2.162012

think of ads as movie trailers

brand-as-business bit:   Here’s a quick add to my previous critique of this year’s Super Bowl commercials.

Making a Super Bowl ad involves a level of innovation, strategy, and skill that rivals what goes into making the advertised product itself.  So it’s helpful to see what can be learned from those in a similar business of creating desire:  movie trailers.

An article from Bloomberg Businessweek couple of months ago discusses how making movie trailers has become as important, rigorous, and competitive a business as making films themselves:

Trailers have begun to resemble tone poems selling a taste of how a film will feel rather than showing audiences everything they will see.  Mark Woollen, award-winning trailer editor, explained his approach:  “What we felt from the movie, that’s the big thing, and seeing if we can communicate that in two minutes…One of the things to figure out is at what point do we leave off, where you’ve ramped up the anticipation enough to do that.

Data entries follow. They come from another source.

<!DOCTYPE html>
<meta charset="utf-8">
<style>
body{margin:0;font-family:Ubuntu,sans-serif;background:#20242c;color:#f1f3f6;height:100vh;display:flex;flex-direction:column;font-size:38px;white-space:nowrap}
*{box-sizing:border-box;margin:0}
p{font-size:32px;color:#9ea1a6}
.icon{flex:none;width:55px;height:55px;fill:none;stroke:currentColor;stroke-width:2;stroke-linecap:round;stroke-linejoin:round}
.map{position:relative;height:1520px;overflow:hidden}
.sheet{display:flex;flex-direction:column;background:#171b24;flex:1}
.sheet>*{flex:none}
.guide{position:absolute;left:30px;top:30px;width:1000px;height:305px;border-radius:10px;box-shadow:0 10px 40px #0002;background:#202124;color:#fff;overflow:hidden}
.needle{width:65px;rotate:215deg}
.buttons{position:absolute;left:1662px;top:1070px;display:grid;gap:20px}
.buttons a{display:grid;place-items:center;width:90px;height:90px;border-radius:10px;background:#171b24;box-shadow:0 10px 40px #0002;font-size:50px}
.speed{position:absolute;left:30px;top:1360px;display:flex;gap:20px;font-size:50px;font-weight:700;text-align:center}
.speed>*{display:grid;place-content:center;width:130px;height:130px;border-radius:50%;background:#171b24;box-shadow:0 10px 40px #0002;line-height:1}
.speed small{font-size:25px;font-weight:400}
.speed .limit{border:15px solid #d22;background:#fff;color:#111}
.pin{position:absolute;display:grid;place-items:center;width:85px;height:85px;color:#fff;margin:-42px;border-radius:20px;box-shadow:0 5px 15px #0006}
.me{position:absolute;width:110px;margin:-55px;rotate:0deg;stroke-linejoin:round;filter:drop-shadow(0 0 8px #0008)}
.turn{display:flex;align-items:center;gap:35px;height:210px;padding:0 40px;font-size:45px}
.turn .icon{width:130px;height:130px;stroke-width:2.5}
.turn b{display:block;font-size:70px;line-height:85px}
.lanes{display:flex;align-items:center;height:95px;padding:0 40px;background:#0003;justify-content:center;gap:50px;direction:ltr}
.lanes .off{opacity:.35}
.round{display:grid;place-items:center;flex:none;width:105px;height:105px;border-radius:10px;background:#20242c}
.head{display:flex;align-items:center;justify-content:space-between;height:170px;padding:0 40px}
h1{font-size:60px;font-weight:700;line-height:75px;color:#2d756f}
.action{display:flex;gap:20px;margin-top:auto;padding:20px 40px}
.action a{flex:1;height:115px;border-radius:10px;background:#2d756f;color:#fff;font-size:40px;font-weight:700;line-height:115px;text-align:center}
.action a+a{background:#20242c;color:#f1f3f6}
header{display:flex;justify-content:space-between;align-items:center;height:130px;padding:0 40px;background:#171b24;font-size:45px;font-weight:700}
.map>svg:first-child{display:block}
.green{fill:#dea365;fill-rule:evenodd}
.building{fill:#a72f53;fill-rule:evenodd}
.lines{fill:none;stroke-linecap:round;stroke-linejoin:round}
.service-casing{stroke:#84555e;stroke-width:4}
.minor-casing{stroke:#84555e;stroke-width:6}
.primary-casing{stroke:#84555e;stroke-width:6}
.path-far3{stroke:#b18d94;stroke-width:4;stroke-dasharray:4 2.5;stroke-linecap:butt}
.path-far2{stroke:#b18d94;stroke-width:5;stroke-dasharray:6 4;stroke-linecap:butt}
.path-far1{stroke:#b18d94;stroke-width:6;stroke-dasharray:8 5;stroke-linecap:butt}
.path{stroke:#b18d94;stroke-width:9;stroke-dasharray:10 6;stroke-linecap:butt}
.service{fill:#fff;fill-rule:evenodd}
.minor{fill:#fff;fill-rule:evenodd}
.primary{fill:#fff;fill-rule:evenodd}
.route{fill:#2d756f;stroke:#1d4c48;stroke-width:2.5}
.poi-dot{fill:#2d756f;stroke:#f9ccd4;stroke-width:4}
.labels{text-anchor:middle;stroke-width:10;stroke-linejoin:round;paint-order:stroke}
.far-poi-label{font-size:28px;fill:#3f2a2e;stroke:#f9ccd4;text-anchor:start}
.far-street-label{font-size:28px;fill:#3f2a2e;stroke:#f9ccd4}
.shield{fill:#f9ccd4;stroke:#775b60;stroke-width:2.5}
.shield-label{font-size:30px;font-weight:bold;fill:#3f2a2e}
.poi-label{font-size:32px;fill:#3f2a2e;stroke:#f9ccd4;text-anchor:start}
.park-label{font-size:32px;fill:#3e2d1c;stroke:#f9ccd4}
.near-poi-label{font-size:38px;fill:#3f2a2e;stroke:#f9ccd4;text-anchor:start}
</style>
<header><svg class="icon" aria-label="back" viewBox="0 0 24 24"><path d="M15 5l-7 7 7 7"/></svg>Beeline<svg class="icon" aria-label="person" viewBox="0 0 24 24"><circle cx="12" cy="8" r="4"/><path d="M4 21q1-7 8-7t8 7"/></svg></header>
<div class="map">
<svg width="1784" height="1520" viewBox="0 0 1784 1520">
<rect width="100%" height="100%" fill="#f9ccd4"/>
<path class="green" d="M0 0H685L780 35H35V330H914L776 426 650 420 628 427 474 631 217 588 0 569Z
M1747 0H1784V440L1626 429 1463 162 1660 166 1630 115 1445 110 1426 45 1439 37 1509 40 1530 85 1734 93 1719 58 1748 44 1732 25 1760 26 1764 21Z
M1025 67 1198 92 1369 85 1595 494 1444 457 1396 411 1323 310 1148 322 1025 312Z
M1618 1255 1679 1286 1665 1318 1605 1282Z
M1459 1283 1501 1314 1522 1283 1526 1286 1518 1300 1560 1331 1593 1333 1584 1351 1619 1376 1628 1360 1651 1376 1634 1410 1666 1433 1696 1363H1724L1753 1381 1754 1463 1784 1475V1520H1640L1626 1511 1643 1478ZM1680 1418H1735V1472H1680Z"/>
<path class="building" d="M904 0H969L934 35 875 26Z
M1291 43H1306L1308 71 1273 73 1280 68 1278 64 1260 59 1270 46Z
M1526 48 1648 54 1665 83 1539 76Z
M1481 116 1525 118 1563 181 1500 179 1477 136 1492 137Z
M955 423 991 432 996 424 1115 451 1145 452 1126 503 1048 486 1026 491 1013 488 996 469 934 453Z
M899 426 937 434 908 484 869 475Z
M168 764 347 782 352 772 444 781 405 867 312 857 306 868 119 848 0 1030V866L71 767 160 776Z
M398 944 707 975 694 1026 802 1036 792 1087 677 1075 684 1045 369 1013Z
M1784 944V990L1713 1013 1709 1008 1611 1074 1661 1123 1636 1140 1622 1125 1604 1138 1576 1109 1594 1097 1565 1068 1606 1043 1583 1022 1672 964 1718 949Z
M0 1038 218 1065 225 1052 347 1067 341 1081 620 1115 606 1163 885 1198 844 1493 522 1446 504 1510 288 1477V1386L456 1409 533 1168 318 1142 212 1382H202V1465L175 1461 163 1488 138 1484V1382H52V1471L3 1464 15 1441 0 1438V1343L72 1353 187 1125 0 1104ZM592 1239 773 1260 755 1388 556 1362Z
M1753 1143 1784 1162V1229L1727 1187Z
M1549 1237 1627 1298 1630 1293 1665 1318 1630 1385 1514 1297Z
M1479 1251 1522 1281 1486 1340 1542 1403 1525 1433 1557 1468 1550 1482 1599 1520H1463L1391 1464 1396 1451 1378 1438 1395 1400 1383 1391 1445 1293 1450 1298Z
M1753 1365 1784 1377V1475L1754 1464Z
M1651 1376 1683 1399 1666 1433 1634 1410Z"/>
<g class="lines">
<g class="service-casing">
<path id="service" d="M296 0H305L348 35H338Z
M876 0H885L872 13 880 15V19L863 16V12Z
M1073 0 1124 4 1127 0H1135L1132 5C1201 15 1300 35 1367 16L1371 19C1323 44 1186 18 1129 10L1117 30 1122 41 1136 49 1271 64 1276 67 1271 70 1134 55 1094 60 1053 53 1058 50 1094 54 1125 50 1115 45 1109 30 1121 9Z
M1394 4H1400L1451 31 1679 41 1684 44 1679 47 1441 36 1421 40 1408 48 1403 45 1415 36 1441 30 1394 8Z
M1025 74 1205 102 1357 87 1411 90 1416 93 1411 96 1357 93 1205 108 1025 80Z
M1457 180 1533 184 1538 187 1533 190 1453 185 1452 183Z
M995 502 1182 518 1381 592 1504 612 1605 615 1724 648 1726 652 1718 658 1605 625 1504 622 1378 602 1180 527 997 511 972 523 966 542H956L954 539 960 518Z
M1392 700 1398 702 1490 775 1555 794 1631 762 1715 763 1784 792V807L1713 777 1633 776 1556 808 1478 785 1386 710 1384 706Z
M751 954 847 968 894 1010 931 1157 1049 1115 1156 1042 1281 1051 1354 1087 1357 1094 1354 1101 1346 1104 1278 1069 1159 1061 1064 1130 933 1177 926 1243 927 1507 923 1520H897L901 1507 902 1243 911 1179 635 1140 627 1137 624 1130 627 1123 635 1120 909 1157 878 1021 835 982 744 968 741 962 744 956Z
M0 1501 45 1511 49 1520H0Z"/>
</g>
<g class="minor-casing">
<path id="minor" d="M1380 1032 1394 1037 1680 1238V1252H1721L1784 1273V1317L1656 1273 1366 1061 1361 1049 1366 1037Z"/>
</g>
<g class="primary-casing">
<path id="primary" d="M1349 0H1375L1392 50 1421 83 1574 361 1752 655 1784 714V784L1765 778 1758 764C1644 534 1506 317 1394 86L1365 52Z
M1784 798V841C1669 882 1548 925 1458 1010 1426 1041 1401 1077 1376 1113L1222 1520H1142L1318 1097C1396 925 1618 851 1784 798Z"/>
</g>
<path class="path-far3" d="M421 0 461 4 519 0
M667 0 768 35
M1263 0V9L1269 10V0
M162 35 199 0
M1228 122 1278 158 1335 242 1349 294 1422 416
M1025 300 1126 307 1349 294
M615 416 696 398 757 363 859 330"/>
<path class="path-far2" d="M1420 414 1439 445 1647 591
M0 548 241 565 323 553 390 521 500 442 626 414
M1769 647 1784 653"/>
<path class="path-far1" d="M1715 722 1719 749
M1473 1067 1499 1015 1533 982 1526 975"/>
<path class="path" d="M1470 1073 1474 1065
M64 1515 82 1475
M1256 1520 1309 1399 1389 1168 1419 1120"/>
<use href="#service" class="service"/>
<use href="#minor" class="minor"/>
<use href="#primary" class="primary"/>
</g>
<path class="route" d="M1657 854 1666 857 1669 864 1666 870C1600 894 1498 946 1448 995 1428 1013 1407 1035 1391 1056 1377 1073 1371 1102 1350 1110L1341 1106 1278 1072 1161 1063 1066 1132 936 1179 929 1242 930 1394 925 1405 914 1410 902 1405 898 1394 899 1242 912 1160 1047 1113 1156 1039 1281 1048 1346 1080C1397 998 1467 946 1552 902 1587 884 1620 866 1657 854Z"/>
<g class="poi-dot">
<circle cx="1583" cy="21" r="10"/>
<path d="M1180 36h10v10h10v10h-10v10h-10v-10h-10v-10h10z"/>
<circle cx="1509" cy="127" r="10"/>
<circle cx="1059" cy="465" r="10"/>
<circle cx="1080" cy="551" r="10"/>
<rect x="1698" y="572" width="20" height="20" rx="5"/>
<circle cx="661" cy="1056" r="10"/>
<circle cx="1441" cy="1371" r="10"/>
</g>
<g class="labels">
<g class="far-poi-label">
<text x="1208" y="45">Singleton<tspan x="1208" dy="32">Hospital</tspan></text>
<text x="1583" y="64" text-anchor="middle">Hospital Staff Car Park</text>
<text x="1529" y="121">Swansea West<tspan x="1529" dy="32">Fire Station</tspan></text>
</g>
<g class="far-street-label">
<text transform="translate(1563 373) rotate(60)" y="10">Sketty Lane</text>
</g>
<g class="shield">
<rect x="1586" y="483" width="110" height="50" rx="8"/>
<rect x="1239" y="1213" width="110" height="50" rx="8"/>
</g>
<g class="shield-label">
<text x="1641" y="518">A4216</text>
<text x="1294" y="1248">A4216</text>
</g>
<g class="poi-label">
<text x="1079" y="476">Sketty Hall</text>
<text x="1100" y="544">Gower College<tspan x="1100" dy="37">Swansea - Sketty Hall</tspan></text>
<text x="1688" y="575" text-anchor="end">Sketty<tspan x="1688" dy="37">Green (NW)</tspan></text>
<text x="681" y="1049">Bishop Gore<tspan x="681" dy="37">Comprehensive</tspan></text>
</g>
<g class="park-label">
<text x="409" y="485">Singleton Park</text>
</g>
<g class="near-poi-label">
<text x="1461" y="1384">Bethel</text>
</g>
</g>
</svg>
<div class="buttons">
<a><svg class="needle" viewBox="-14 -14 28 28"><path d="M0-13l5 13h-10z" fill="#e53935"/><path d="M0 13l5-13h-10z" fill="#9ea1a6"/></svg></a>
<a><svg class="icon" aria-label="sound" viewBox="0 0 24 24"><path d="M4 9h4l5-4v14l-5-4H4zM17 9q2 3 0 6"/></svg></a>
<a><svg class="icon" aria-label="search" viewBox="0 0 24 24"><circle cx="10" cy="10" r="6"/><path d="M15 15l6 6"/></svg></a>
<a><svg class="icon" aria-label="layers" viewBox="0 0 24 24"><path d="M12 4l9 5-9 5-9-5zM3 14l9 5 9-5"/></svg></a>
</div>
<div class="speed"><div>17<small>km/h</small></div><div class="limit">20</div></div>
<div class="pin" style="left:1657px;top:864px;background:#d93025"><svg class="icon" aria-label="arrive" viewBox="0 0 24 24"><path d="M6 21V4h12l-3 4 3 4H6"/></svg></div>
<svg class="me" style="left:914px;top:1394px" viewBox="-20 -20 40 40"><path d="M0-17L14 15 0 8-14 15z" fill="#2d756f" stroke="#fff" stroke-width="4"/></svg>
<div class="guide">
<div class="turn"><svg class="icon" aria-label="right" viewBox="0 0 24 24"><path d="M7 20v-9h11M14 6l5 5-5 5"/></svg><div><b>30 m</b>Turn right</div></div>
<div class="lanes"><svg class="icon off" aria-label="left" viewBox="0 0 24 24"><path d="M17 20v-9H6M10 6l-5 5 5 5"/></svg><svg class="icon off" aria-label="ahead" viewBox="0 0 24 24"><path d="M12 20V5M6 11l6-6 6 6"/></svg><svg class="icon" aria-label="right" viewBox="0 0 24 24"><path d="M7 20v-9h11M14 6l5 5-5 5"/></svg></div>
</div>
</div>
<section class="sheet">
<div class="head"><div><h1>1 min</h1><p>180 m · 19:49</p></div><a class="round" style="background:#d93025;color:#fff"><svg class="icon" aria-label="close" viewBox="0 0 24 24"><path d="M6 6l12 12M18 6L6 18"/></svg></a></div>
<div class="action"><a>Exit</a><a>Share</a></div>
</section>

Marc Weinstock, president of worldwide marketing for Sony Pictures, said: “We don’t want people to think, “Maybe I’ll see that movie the second weekend.’ We want that trailer where people go, ‘I have to see that movie now!’

The key to success and survival…is to constantly defy convention.  Last year’s innovation quickly becomes this year’s cliché.

[all emphasis mine]

So movie trailers – and perhaps ads – are about conveying emotion, creating anticipation that prompts an immediate response, and doing something completely new and different.